Start of Input data

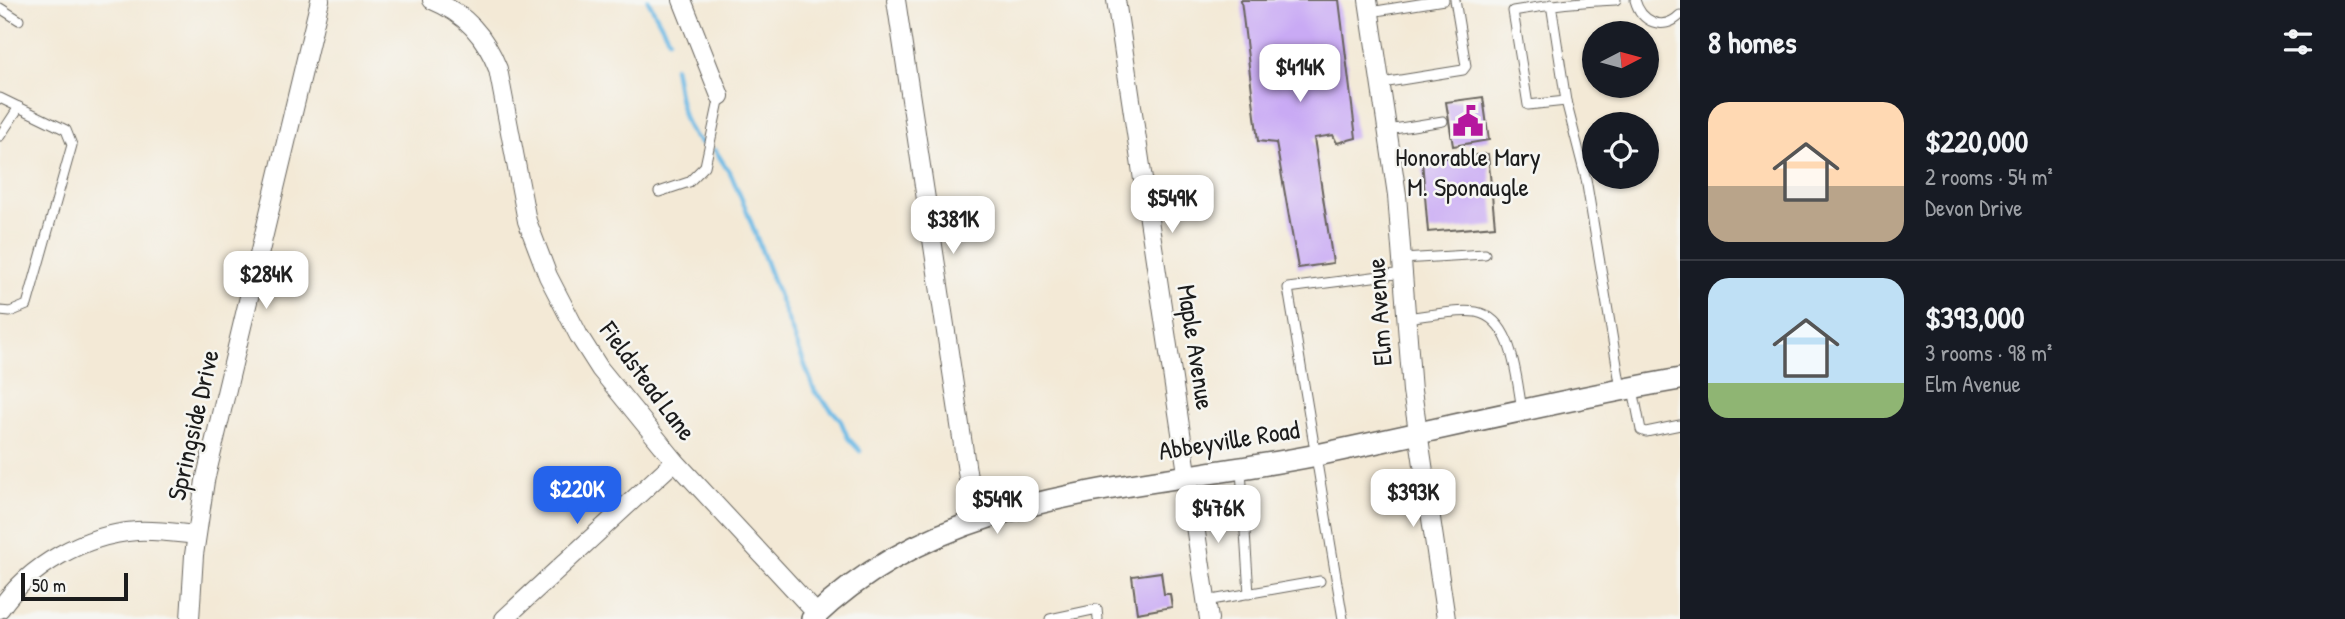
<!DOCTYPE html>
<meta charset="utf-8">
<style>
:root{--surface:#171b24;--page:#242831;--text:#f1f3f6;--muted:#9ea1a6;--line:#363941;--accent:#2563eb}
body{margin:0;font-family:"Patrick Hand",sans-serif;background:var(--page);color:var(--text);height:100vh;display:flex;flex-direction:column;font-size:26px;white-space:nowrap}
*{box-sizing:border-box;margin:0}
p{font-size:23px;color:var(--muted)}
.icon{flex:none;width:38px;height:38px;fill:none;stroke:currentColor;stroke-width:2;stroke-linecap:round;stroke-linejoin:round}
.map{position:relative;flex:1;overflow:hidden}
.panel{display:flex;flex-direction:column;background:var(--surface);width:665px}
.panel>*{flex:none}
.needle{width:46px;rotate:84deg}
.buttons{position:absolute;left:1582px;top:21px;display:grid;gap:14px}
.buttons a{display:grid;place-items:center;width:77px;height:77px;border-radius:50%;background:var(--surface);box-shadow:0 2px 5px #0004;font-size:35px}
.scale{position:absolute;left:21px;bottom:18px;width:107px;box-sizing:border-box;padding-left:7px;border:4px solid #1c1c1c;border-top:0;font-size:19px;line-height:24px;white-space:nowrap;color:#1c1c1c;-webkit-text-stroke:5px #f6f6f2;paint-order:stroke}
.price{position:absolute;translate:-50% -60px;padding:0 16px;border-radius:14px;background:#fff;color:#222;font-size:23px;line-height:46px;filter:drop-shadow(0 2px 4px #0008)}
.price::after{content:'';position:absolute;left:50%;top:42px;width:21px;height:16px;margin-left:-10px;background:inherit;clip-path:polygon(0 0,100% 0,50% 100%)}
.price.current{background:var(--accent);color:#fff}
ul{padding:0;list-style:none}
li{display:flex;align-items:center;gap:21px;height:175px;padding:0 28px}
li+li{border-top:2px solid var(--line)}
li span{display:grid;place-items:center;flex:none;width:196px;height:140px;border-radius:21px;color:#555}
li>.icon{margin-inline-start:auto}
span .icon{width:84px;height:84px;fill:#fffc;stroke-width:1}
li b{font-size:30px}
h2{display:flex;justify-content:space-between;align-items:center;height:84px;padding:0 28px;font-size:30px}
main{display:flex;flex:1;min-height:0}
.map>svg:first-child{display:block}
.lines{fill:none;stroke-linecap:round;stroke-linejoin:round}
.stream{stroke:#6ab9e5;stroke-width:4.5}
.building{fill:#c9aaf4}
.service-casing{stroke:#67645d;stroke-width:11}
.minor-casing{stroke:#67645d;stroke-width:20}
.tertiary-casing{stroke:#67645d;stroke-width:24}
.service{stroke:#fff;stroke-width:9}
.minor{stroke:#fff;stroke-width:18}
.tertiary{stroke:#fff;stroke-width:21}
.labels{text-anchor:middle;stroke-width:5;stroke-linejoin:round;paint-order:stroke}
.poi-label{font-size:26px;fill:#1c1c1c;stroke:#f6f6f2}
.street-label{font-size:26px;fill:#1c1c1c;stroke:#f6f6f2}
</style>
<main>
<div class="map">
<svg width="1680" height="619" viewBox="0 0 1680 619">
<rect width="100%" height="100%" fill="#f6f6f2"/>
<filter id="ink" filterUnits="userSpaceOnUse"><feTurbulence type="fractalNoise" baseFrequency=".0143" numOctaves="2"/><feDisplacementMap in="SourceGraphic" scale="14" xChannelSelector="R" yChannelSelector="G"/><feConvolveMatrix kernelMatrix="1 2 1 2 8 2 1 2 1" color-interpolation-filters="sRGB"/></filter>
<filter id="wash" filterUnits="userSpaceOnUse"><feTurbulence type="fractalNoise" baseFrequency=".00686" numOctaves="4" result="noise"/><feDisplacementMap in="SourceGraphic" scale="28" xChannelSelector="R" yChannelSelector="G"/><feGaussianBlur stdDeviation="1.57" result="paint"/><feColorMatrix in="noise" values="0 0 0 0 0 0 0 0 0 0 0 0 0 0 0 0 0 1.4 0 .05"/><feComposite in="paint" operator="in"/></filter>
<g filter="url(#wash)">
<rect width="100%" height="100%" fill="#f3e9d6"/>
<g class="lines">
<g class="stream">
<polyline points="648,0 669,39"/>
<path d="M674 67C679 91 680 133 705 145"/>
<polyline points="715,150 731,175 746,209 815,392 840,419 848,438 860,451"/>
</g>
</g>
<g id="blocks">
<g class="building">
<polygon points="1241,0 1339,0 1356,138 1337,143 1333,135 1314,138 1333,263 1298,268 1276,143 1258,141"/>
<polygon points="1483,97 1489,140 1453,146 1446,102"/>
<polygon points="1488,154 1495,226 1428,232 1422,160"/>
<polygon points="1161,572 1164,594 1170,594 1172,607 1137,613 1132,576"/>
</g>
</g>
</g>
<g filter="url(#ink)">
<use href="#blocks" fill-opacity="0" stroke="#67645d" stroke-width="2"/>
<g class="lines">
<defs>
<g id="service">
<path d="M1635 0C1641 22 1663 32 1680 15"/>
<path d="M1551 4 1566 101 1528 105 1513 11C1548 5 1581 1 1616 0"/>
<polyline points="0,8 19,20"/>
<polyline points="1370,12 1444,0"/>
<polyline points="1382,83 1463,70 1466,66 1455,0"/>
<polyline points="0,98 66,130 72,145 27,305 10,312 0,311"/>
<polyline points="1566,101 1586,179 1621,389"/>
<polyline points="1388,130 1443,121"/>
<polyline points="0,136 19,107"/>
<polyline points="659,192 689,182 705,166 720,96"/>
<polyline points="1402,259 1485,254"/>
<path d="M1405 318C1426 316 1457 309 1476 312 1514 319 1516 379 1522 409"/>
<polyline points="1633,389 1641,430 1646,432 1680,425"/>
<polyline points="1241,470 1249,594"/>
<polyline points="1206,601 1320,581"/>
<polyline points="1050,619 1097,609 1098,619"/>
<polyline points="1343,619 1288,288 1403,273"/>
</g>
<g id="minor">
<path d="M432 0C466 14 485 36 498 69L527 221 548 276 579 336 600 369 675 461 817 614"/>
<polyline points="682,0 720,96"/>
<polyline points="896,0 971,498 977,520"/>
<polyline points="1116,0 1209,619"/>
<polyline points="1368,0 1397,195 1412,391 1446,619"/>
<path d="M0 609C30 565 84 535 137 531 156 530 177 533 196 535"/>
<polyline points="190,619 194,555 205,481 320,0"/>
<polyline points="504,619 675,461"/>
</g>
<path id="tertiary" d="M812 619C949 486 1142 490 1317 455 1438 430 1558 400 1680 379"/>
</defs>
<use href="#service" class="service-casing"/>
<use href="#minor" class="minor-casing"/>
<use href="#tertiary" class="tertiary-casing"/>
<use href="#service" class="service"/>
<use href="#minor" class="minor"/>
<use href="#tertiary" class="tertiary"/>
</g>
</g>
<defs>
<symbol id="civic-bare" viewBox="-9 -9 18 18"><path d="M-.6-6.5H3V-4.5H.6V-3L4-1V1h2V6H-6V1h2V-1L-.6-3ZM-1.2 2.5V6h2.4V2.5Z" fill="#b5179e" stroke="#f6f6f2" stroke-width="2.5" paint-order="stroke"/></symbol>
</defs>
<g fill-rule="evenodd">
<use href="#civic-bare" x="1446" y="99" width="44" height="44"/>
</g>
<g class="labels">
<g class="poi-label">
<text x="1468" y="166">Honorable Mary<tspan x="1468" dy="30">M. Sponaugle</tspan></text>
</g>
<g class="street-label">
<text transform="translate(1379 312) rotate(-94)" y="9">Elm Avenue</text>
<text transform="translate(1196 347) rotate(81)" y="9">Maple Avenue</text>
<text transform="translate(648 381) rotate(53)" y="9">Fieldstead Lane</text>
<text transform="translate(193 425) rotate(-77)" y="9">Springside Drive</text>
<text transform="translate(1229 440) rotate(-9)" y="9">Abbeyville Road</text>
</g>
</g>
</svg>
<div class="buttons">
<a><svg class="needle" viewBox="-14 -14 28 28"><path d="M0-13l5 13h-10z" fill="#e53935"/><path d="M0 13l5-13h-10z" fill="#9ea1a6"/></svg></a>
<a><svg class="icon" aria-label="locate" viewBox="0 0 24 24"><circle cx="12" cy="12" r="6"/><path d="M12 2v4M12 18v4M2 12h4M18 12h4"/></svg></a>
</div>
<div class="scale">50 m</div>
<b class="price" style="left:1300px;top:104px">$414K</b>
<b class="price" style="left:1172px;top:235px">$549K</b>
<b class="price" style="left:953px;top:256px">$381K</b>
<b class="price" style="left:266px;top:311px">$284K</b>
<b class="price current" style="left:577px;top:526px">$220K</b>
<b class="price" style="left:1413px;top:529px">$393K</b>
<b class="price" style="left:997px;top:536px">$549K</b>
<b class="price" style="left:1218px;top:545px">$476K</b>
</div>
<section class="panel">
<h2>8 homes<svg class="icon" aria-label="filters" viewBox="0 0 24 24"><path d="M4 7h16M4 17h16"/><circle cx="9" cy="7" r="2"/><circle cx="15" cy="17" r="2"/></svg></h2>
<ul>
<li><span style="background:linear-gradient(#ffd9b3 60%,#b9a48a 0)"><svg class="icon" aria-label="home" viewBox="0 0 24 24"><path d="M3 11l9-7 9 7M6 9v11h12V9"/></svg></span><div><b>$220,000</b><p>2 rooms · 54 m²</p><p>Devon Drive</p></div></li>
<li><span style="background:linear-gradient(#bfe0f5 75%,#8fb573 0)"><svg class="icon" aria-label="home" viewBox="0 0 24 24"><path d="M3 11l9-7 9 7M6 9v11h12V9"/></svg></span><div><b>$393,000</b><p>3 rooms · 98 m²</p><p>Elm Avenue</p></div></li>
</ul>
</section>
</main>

End of Input data
Start of Input data

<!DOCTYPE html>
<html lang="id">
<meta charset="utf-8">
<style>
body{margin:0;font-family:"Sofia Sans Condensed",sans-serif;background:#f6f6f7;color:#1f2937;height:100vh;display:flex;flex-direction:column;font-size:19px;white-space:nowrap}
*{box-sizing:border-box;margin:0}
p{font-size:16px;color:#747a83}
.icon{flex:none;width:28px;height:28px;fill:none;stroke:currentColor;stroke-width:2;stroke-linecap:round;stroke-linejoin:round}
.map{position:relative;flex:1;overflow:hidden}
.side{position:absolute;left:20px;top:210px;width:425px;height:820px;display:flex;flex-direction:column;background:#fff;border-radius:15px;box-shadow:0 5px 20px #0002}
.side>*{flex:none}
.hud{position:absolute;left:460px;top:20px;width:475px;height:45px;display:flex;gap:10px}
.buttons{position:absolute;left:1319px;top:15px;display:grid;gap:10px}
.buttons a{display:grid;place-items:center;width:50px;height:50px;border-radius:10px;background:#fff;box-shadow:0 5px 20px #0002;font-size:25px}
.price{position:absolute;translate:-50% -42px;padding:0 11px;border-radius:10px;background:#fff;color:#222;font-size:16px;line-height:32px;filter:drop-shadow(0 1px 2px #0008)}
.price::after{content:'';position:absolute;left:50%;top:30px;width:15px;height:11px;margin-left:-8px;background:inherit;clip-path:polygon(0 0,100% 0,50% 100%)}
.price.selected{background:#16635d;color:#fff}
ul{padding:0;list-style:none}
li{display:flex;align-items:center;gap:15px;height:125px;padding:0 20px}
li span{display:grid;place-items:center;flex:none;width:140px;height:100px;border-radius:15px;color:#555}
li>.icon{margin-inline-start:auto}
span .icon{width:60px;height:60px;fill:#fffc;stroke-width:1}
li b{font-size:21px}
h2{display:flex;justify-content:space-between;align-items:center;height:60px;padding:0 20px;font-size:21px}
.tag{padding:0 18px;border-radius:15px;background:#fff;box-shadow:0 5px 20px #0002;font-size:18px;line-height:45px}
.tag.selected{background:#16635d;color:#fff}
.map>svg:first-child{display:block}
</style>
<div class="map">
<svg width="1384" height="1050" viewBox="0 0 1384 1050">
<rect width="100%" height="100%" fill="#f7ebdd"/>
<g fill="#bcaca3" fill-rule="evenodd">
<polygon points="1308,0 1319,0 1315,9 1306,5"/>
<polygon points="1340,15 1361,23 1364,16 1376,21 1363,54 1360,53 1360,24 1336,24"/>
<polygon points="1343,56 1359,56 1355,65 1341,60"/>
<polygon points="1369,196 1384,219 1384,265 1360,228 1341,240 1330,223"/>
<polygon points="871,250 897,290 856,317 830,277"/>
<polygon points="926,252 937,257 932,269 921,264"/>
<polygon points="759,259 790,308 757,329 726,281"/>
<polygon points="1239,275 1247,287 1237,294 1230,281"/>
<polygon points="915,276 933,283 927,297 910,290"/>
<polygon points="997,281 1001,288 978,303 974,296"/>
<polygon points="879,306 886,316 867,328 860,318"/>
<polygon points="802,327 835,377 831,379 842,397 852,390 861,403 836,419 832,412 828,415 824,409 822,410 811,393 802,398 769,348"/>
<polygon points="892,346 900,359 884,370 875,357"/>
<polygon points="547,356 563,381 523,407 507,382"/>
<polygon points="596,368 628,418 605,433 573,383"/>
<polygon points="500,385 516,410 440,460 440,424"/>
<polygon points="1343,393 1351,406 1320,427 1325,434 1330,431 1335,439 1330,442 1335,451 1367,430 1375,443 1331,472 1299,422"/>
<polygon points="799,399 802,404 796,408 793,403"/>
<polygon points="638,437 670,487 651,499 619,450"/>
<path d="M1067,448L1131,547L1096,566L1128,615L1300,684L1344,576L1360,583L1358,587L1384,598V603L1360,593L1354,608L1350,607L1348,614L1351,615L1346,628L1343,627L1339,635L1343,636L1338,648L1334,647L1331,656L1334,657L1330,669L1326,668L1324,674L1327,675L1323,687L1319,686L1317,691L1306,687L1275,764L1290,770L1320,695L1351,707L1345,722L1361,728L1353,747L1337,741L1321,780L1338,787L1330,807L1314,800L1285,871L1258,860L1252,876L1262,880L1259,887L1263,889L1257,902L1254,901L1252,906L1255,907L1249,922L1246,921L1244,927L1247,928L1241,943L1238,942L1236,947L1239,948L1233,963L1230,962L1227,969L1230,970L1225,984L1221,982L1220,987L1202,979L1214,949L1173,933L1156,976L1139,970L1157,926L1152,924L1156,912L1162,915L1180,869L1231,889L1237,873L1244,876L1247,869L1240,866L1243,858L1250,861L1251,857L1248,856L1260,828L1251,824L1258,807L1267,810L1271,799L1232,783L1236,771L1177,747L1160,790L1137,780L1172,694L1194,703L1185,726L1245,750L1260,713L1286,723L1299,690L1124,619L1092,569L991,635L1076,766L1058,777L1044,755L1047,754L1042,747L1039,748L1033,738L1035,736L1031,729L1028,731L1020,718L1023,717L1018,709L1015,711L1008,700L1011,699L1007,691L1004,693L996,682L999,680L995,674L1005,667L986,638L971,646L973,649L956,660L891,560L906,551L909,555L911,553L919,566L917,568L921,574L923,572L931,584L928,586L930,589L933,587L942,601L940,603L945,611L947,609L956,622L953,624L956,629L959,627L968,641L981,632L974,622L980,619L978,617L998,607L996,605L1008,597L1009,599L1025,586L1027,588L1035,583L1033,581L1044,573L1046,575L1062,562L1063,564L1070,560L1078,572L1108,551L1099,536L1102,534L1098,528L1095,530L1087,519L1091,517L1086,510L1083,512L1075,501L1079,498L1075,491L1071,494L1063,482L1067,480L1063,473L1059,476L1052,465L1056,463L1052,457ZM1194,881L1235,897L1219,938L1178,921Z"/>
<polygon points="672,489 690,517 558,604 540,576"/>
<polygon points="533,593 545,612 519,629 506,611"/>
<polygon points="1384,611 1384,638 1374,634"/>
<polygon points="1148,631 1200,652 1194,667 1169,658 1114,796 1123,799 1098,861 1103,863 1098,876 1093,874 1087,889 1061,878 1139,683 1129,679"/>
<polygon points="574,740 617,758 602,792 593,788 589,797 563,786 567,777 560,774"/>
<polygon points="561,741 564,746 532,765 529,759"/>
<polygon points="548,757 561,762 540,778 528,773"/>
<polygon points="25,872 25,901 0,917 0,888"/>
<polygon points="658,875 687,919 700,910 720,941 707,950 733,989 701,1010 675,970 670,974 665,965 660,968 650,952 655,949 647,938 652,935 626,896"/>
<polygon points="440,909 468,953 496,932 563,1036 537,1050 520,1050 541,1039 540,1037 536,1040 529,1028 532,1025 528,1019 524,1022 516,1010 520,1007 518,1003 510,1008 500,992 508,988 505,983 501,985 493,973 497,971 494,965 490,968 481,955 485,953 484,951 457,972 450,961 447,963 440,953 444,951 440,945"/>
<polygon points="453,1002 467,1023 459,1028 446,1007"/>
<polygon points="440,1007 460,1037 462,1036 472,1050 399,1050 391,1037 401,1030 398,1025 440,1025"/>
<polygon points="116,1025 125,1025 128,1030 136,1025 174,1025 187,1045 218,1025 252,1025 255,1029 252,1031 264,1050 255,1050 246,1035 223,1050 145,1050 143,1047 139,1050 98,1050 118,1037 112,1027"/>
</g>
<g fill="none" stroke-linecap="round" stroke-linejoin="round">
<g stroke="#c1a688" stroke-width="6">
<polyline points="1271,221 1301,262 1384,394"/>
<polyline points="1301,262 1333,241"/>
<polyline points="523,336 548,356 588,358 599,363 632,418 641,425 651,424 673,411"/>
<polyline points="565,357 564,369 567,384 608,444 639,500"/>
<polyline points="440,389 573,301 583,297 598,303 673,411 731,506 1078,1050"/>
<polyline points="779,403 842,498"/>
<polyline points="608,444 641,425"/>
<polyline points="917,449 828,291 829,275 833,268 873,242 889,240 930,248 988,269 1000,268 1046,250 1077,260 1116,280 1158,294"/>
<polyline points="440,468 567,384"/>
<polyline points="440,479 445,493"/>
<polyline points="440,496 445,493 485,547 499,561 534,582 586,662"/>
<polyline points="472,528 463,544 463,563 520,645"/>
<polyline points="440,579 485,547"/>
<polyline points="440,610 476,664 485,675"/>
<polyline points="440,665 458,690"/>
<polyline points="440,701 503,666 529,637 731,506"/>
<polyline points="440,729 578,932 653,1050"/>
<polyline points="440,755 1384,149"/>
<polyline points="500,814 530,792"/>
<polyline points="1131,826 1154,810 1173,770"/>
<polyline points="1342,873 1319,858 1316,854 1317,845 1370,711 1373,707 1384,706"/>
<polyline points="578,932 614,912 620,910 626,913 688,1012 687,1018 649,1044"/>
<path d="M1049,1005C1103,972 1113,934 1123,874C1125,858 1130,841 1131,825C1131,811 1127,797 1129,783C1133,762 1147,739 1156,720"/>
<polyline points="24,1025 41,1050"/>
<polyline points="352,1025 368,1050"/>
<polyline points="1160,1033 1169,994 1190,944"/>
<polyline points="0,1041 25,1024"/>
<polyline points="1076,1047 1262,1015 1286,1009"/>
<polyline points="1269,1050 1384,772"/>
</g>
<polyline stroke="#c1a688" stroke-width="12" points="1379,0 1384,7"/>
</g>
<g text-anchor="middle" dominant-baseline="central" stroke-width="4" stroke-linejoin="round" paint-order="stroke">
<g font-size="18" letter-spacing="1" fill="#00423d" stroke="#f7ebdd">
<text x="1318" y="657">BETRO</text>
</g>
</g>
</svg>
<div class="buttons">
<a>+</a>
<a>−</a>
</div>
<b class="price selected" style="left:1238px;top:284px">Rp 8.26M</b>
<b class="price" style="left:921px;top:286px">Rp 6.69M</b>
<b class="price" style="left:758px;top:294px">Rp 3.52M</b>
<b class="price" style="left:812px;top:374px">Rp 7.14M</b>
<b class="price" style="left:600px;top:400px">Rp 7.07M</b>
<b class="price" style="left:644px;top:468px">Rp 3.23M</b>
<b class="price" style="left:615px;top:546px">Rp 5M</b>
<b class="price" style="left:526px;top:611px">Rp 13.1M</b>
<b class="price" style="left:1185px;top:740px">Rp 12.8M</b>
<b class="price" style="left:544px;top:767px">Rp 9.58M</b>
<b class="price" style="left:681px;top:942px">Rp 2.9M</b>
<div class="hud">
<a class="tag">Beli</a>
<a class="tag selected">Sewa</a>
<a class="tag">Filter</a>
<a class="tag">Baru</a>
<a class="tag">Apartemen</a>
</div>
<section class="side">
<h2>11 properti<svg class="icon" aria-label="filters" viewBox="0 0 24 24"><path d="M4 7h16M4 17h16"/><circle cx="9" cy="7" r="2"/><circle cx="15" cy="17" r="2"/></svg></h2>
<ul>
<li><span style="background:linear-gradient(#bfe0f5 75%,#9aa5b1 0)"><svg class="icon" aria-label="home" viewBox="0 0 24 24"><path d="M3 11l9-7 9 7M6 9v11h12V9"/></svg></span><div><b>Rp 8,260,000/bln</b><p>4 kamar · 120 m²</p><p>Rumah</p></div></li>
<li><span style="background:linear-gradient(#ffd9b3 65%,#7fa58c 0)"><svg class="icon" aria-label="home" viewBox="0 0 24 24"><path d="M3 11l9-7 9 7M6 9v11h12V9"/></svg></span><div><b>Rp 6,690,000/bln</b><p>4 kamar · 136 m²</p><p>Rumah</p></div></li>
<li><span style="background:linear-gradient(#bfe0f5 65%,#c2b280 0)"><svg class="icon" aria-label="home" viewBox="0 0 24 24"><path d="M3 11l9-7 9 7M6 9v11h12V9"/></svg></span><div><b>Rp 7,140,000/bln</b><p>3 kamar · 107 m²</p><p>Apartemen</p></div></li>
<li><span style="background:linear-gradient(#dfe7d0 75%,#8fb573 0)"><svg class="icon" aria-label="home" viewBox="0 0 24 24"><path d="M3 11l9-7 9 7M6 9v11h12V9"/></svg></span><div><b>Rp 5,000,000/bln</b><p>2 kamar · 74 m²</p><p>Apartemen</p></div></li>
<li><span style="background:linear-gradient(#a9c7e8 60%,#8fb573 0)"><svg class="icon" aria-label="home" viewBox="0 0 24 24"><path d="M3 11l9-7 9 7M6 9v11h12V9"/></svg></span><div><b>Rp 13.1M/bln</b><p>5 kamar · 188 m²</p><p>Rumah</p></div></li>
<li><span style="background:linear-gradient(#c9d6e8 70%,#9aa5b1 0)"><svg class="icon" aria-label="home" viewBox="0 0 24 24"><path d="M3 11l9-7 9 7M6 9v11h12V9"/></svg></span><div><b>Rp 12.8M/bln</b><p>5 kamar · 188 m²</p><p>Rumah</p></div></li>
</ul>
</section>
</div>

End of Input data

• [The task] The string "scale" may appear in lines of the entries above. Say how many such lines there are, as a number only.

• [Exercise solution] 4